As they read Holy Scripture prior to their big meal, perhaps having invited their Native American friends to dine with them, one can imagine that the text was from II Corinthians 9: 6-8, from their Geneva Bible, English edition, which is very close to our King James Version, As we have read today’s text deals with “Those who sow seeds generously will have a large harvest, but those who “Sow sparingly,” will gather only a small crop. As we have read about the Pilgrims and Puritans, they were English Pretests who took Scripture seriously. Indeed, one of the major motivations behind their search for a place that offered them freedom to practice their strict form of religion. So, one could at least assume that our text for today would have been close to their hearts and practice.     

The Plymouth Colony people and their strict religious attitudes have become our heroes. They have become strong examples. The Pilgrims, who stepped out of the tiny Mayflower onto Plymouth Rock on frigid Cape Cod Bay, where the ocean water is near freezing, even in summer, were beginning a tradition that has come to us nearly four-hundred years later. All who have studied the Pilgrims, as grade school children and beyond, have known them as gracious and giving Christians who took the practice of their religion seriously. They were seeking to establish the Christian Faith in this New World. They had given up all they had in order to follow God’s guidance, and they were a holy band. Not known for outward celebrations of religious exuberance, the one-half of the Pilgrims that survived the fist winter were both thankful and determined to live in a way they believed to be right.

Could it be true that our highest and best work as Christians is when we are giving with generosity?

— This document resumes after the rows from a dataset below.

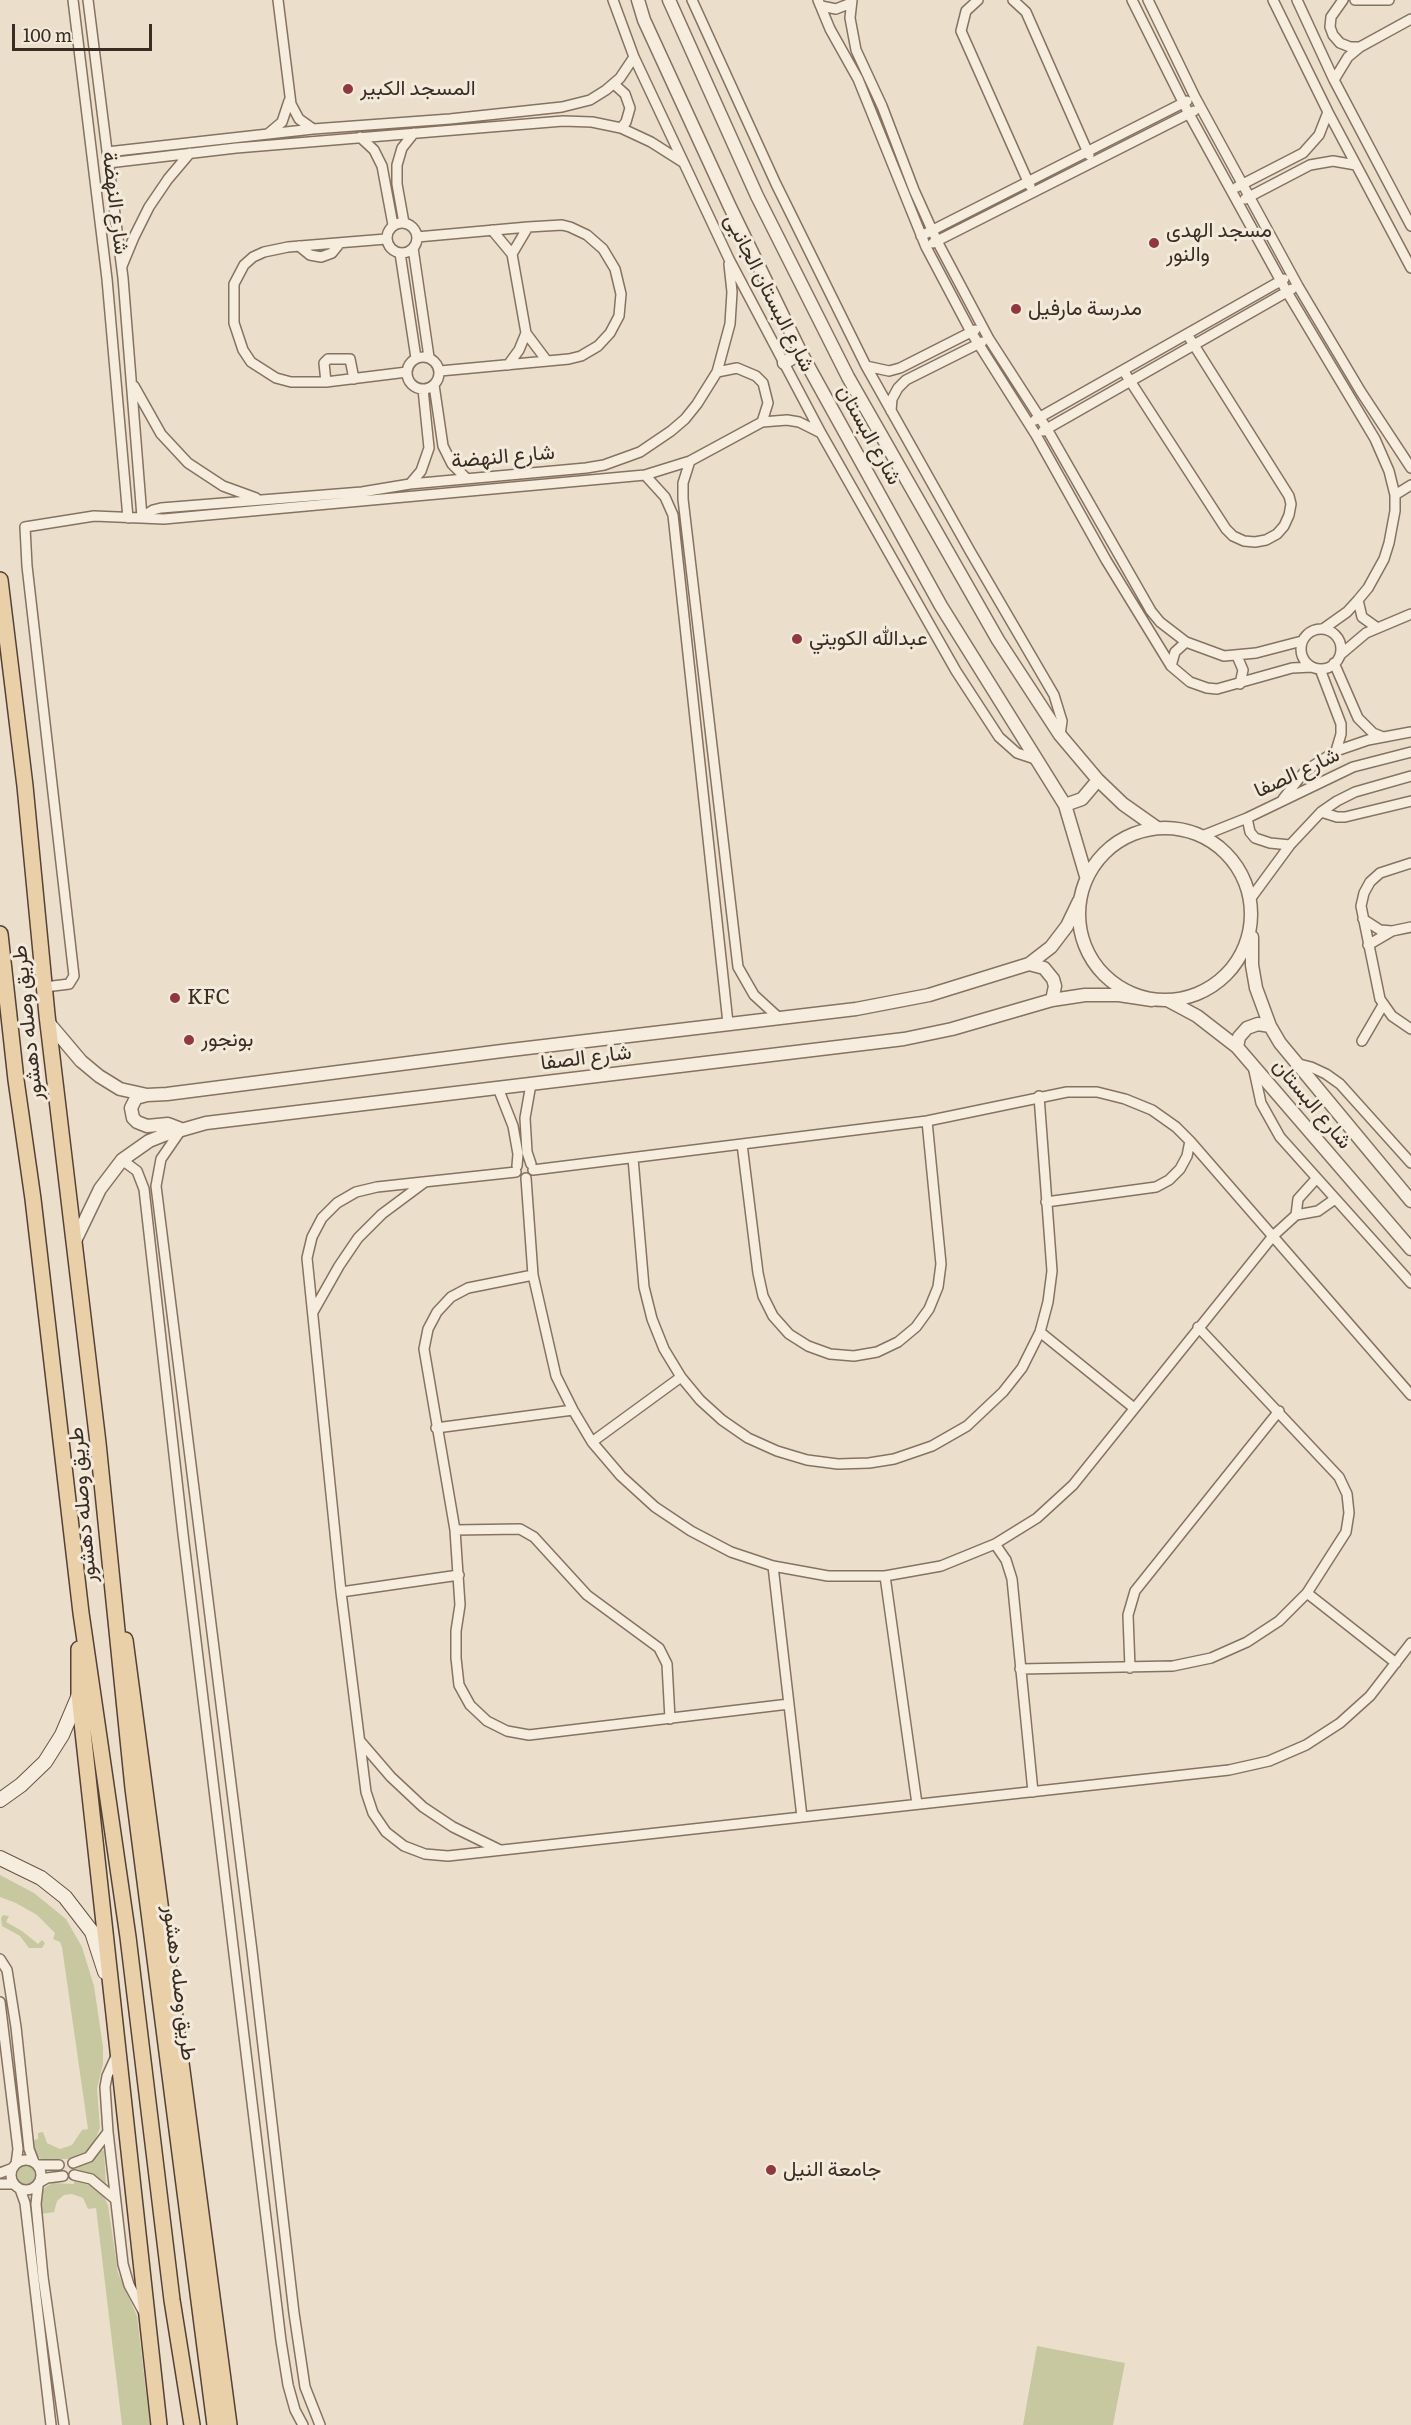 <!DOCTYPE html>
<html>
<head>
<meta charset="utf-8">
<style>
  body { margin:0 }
  #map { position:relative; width:1411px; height:2425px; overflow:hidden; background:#ebdfcc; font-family:Literata,serif }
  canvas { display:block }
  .scale { position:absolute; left:12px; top:24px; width:140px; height:27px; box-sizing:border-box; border:3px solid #392c23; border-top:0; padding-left:8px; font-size:18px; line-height:21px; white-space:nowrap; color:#392c23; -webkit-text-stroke:4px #f3eadb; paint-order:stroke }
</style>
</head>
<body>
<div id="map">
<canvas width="1411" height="2425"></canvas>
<div class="scale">100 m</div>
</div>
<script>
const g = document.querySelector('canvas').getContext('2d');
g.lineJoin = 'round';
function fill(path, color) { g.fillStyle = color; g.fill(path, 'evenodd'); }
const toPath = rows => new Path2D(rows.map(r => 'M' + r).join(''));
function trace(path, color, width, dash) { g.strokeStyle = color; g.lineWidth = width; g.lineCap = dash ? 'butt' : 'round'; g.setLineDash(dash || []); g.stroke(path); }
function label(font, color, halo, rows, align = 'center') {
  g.font = font + ' Literata,Vazirmatn,serif'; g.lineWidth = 6; g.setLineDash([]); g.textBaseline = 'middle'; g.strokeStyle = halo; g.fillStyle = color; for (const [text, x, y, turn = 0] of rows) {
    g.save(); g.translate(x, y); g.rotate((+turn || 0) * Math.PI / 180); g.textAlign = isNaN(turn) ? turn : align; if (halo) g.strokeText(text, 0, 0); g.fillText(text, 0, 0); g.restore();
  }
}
const green = toPath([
  [0,1875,34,1893,66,1919,82,1947,94,1986,103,2047,103,2064,97,2088,100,2128,91,2149,84,2155,72,2159,59,2159,59,2162,44,2161,37,2156,34,2148,34,2140,38,2139,38,2133,43,2132,47,2143,60,2149,72,2145,82,2130,88,2129,62,1947,60,1942,53,1939,55,1933,37,1915,16,1903,0,1897],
  [3,1915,9,1916,6,1922,22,1931,38,1944,42,1940,45,1943,42,1948,29,1948,20,1936,2,1926,1,1918],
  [104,2150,106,2185,88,2173,74,2173,73,2168,89,2162,100,2151],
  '17 2175a11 11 0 1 1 22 0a11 11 0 1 1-22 0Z',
  [74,2181,94,2186,103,2195,108,2205,118,2273,137,2316,150,2425,122,2425,96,2208,88,2209,83,2198,72,2194,64,2195,57,2201,54,2212,42,2214,41,2194,45,2187,53,2183,74,2184],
  [1037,2346,1125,2363,1113,2425,1023,2425]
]);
const minor = toPath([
  [73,0,107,279,128,518],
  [88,0,123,278,142,517],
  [278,0,291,104,299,119,313,129],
  [613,0,634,57,729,259,821,433,956,671,999,737,1017,753,1038,760],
  [692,0,776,184,866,366,970,551,1054,695,1062,721,1060,735],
  [818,0,830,29,858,79,926,247,971,332,1036,435,1106,560,1171,666,1190,682,1207,688,1217,689,1292,668,1312,667],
  [852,0,850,18,856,50,882,106,914,190,937,241,989,339,1047,429,1151,611,1160,622,1186,642,1224,656,1256,653,1302,641],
  [978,0,966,11,961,31,1030,186],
  [1013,0,1026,12,1089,155],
  [1132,0,1189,114,1287,292,1375,439,1389,471,1395,495,1395,511,1389,543,1384,559,1368,588,1358,600,1347,612,1323,629],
  [1148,0,1195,97,1298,286,1361,392,1411,468],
  [1273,0,1328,112,1411,268],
  [1297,0,1334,80,1411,226],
  [1343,0,1331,17,1330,27,1333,35,1340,43,1350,47,1360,47],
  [1355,0,1389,0],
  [821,6,836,9,851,3],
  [1334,80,1348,57,1360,47,1411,19],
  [614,84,625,94,630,108,626,122,621,128],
  [269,133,282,122,289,101],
  [360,137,374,150,382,166,393,225],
  [107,152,313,129,450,119,562,107,590,100,606,90,620,78,634,57],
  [108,163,236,148,563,121,592,122,621,128,651,142,684,163],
  [1237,187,1303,153,1319,135,1328,112],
  [1245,199,1310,165,1333,161,1356,165],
  [404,223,397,184,397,165,402,148,414,133],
  '387 238a15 15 0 1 1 30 0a15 15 0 1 1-30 0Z',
  [492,230,512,254,526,333,547,361],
  [921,236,1187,101],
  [417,237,528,227,562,225,570,227,587,235,603,249,615,269,621,294,619,316,610,333,598,346,581,356,569,359,440,371],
  [386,239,288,247,264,252,253,257,244,265,234,284,234,323,243,350,251,362,276,378,291,382,326,382,407,372],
  [933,243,1194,111],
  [299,246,310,255,321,257,332,253,340,243],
  [413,248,429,357],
  [400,253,416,358],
  [512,254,528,227],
  [122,266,134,237,149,207,168,179,190,153],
  '407 373a16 16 0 1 1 32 0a16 16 0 1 1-32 0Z',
  [508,365,519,350,526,333],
  [866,366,889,371,900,368,975,330],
  [1123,370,1226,529,1233,536,1244,541,1255,542,1266,540,1277,534,1284,526,1289,515,1291,504,1289,496,1187,334],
  [717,372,737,368,756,376,763,383,768,403,762,422],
  [326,382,324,363,328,359,350,359,354,379],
  [434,385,443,446,452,464,466,478],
  [134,386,161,434,188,463,223,486,256,498],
  [891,411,892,399,898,388,906,380,982,342],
  [1035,420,1284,279],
  [1043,431,1292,289],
  [690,461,683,483,683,499,738,967,754,995,778,1017],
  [645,475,665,497,673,515,728,1023],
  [410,484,421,471,429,448,423,389],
  [1395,495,1411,485],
  [142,517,153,510,161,508,362,492,410,484,586,468,604,465,640,452,671,431,685,419,697,404,717,372,730,324,732,292,729,264],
  [1358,600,1362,617,1376,627],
  '1301 649a20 20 0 1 1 40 0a20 20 0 1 1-40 0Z',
  [1340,655,1366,633,1411,614],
  [1237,656,1243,670,1240,684],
  [1334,663,1358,718,1373,733,1383,737],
  [1171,666,1175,652,1186,642],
  [1320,669,1341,724,1341,734,1336,751],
  [1283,799,1305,771,1336,751,1368,740,1411,732],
  [1321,812,1337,817,1345,817,1411,801],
  [1247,818,1250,832,1255,838,1270,843,1290,845],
  [1202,836,1247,818,1353,767,1411,752],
  [1411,863,1380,873,1370,882,1364,893,1361,906,1380,999,1392,1016,1411,1029],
  [1251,898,1290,845,1321,812,1337,801,1355,792,1411,776],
  [1363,919,1380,930,1392,931],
  [1368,945,1392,931,1411,927],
  [45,987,69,984,74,976,27,566,25,527,94,516,164,519,645,475,690,461,762,422,787,420,799,422,821,433],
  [1362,1041,1383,1005],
  [1295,1063,1311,1067,1326,1074,1340,1084,1411,1163],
  [1253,1066,1261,1103,1280,1137,1411,1283],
  [498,1088,513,1126,518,1154,517,1166],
  [181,1130,161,1159,156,1186,252,1951,294,2313,305,2387,320,2425],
  [742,1144,758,1273,763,1296,773,1316,789,1334,808,1346,830,1354,854,1356,877,1352,898,1342,916,1327,929,1309,938,1287,941,1264,927,1121],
  [633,1158,644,1287,652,1319,664,1349,681,1377,700,1400,722,1420,748,1438,777,1451,807,1460,838,1464,869,1463,894,1459,932,1446,967,1426,1003,1392,1022,1368,1040,1332,1048,1302,1052,1271,1039,1096],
  [122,1160,137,1171,144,1189,183,1534,281,2341,288,2385,295,2410,303,2425],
  [531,1164,527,1152,525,1118,531,1084],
  [533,1170,927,1121,1067,1092,1097,1092,1125,1099,1152,1110,1176,1127,1190,1141,1411,1395],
  [516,1172,377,1187,356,1192,337,1203,322,1218,312,1237,307,1258,341,1592,366,1792,373,1813,386,1832,404,1846,425,1854,448,1856,1229,1770,1269,1761,1306,1745,1340,1723,1370,1696,1411,1643],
  [526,1178,533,1275,556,1376,573,1410,592,1442,621,1476,655,1507,691,1531,731,1552,773,1566,828,1576,885,1576,941,1566,995,1544,1037,1518,1073,1485,1273,1236,1296,1215,1318,1211,1335,1199],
  [1046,1202,1156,1187,1169,1180,1180,1169,1187,1156,1190,1141],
  [1296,1215,1298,1199,1316,1179],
  [533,1275,468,1288,451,1297,437,1312,428,1329,424,1349,455,1530,460,1605,456,1631,456,1658,459,1685,470,1705,487,1721,507,1731,529,1735,789,1704],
  [313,1312,339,1266,358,1238,382,1214,425,1182],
  [1040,1332,1134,1408],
  [436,1428,573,1410],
  [592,1442,681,1377],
  [455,1530,520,1529,534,1537,587,1595,659,1648,667,1664,670,1719],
  [995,1544,1006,1560,1012,1579,1033,1792],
  [773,1566,802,1817],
  [885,1576,917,1804],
  [341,1592,459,1575],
  [1307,1593,1396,1663],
  [1130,1668,1128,1615,1135,1591,1279,1411],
  [1020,1669,1173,1666,1211,1658,1247,1642,1279,1621,1307,1593,1346,1532,1349,1513,1347,1494,1339,1477,1198,1327],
  [360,1741,391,1777,423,1807,453,1827,500,1850],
  [0,1959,7,1970,16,2027,29,2149,34,2162],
  [0,2002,18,2149,16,2164],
  [117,2054,107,2076,105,2087,108,2132,123,2264,129,2285,143,2311],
  '11 2175a15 15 0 1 1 30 0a15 15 0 1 1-30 0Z',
  [73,2163,89,2157,108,2132],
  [38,2165,59,2165],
  [0,2173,13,2168],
  [74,2175,91,2179,115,2199],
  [40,2182,47,2178,63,2176],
  [0,2184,14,2184],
  [38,2186,36,2204,43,2277,64,2425],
  [20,2189,25,2203,51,2425]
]);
const tertiary = toPath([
  [638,0,644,20,730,207,801,353,941,606,1065,805,1086,876],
  [669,0,757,196,848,377,998,640,1060,735,1098,780,1123,804,1157,828],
  [784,363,801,353],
  [1065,805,1082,799,1098,780],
  '1079 914a86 86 0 1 1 172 0a86 86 0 1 1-172 0Z',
  [1252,937,1252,965,1256,988,1270,1026,1280,1043,1411,1201],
  [1029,964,1044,968,1053,979,1055,986,1052,1000],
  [1169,1001,1197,1016,1237,1047,1411,1249],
  [48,1022,81,1061,99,1076,120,1089,147,1095,167,1094,502,1051,856,1009,929,995,1029,964,1051,947,1067,926,1079,901],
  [1237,1047,1239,1037,1247,1028,1258,1024,1270,1026],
  [147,1095,136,1098,131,1108,133,1118,137,1122,147,1126,168,1124,181,1129],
  [75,1241,100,1189,122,1160,149,1141,164,1135,206,1123,904,1039,952,1029,1052,1000,1085,995,1119,995,1152,1000]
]);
const secondary = toPath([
  [0,1800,21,1785,45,1762,62,1735,79,1695],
  [0,1858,41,1878,65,1897,92,1932,105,1972]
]);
const primary = toPath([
  [0,580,25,786,47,1015,98,1443,133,1788,215,2425],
  [0,934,16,1080,33,1199,81,1613,128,1937,172,2300,192,2425],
  [125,1640,229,2425],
  [79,1649,79,1695,159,2425]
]);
const markers = [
  [348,89,6,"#8f383f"],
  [1154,243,6,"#8f383f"],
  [1016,309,6,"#8f383f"],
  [797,639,6,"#8f383f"],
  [175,998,6,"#8f383f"],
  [189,1040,6,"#8f383f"],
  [771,2170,6,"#8f383f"]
];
const poiNames = [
  ["المسجد الكبير",360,89],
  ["مسجد الهدى",1166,231],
  ["والنور",1166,255],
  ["مدرسة مارفيل",1028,309],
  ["عبدالله الكويتي",809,639],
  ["KFC",187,998],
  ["بونجور",201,1040],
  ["جامعة النيل",783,2170]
];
const streetNames = [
  ["شارع النهضة",115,203,83],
  ["شارع البستان الجانبى",769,293,63],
  ["شارع البستان",869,435,61],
  ["شارع النهضة",503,457,-5],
  ["شارع الصفا",1297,773,-25],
  ["طريق وصله دهشور",28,1023,-96],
  ["شارع الصفا",586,1058,-7],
  ["شارع البستان",1312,1104,50],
  ["طريق وصله دهشور",83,1505,-95],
  ["طريق وصله دهشور",179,1983,83]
];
fill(green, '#c7c8a0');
trace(minor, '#867261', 12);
trace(tertiary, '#867261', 15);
trace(secondary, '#685444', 16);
trace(primary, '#554135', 18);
trace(minor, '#f6eddf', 9);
trace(tertiary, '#f6eddf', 12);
trace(secondary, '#f6eddf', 14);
trace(primary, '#e9d0a9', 15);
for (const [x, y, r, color] of markers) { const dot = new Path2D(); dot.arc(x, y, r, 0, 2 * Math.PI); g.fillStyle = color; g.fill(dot); trace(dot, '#f3eadb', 2); }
label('21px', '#392c23', '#f3eadb', poiNames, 'left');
label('21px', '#392c23', '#f3eadb', streetNames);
</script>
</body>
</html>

In my years of serving Methodist Christians I have never know one generous steward who had a negative attitude about life. I have never known one who ever regretted any dollar, or millions, that they have been used to serve as a conduit of blessings to their church.

Also, I have never known a highly successful local church in which there were not at least several who were taking advantage of following Paul’s Plan for financing the ministry of the church.

Billy Graham says, "If a person gets his attitude towards money straight, it will help straighten out almost every other area of his life. A man's heart is closer to his wallet than almost anything else."

Stewardship is our highest and most noble work as believers. The tithe of our substance is an acknowledgment of our humbling of ourselves in covenant with God as our sovereign Lord. Furthermore, this willing participation brings our greatest fulfillment in life. So, decide in your soul and make your pledge to your church, with a cheerful heart.